More importantly, it ensured a seat at the table for six conferences whose champions became automatic qualifiers into one of the major bowl games. With four games in the system (and a fifth standalone national championship game added in 2006), there were only two to four spots even available to high-performing programs that fell short of automatic qualification.
The end of the decade was marked by a series of those automatic qualifiers meekly creeping into a BCS game in what counted as the first three years of the series. That stunted the opportunity for three teams who would have made a big game under the qualifying rules a decade and a half later.
1998
- WHO GOT IN?: No. 15 Syracuse (8-3 Big East champion)
- WHAT BOWL GAME?: Orange Bowl vs. No. 8 Florida (9-2 at-large selection)
- WHO SHOULD HAVE TAKEN THEIR PLACE?: No. 10 Tulane (11-0 C-USA champion)

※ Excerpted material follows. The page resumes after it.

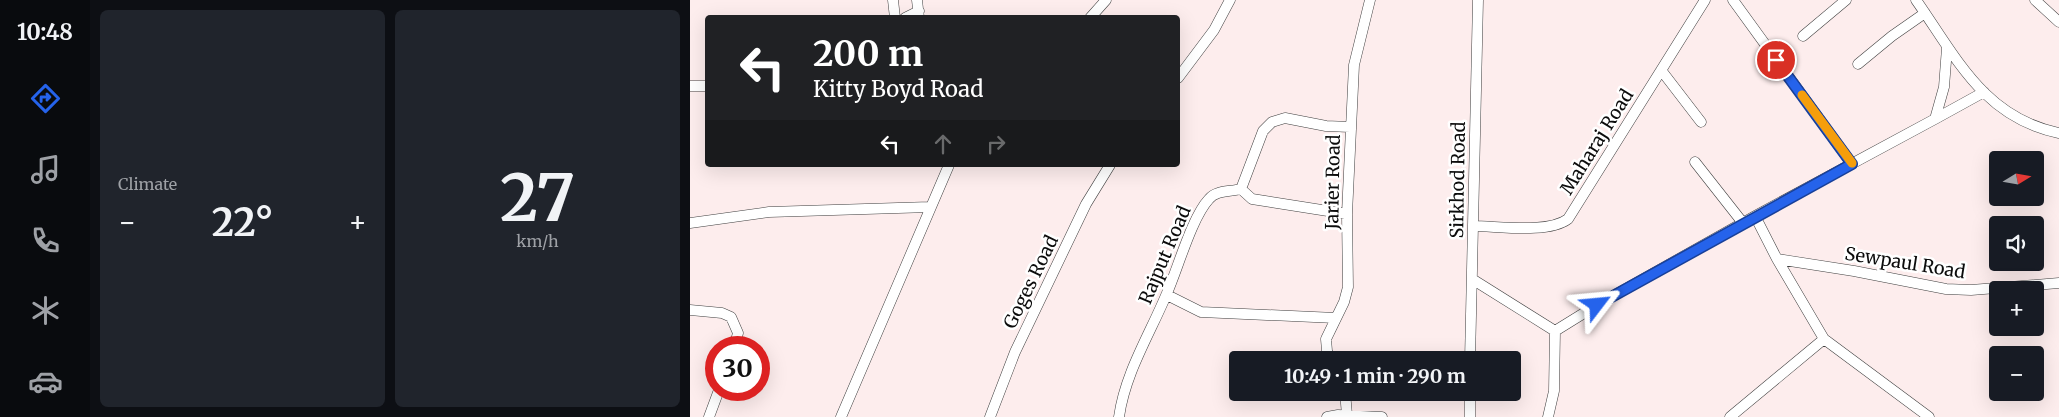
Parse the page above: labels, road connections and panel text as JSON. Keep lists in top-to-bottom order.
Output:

In 1998, a small private school in New Orleans took the nation by storm as they put together a perfect season. Even as his brother was resigning midway through the season at Auburn, Tommy Bowden kept the Tulane Green Wave on a winning path throughout the year. Shaun King played injured at quarterback for most of the season but continued to drive the Green Wave to victories. The result was a Liberty Bowl performance against BYU rather than a date with one of the automatic qualifiers into the BCS.
The team who would have opened the door for the Green Wave most likely would have been Syracuse, without automatic qualifiers in place. Syracuse won the Big East with three losses, finishing at No. 15 in the final BCS standings. They took on Florida (an at-large selection with two losses) in the Orange Bowl, but Tulane was more deserving of either the Orange spot against the Gators or (with a shuffle of Ohio State or Texas A&M to Miami) a hometown battle against either the Buckeyes or the Aggies in the Sugar Bowl.
1999
- WHO GOT IN?: No. 22 Stanford (8-3 Pac-10 champion)
- WHAT BOWL GAME?: Rose Bowl vs. No. 7 Wisconsin (9-2 Big Ten champion)
- WHO SHOULD HAVE TAKEN THEIR PLACE?: No. 12 Marshall (12-0 MAC champion)
Part of the reason the BCS even came to fruition was the fact that the Big Ten and Pac-10 were now in the fold and the Rose Bowl was less likely to split the national championship. The two leagues retained the automatic qualifiers for their respective champions in years where the Granddaddy of them all wasn’t designated as the national championship game. That proved costly at the end of the decade as Pasadena saw a less-than-optimal matchup due to its traditions.
Like Tulane, Marshall ran the table in one of the non-AQ conferences. The MAC champions were 12-0, but went to Detroit for the Motor City Bowl for the third straight year after No. 22 Stanford booked its ticket to the Rose Bowl to play No. 7 Wisconsin. The Cardinal, ranked 10 spots lower than the Thundering Herd, were locked in as the Pac-10 champion. (It is key to remember, though, that had the BCS not existed at all Stanford still would have headed to Pasadena as the western representative against their Midwestern counterparts.)
2000
- WHO GOT IN?: No. 17 Purdue (8-3 Big Ten co-champion)
- WHAT BOWL GAME?: Rose Bowl vs. No. 4 Washington (10-1 Pac-10 champion)
- WHO SHOULD HAVE TAKEN THEIR PLACE?: No. 14 TCU (10-1 WAC champion)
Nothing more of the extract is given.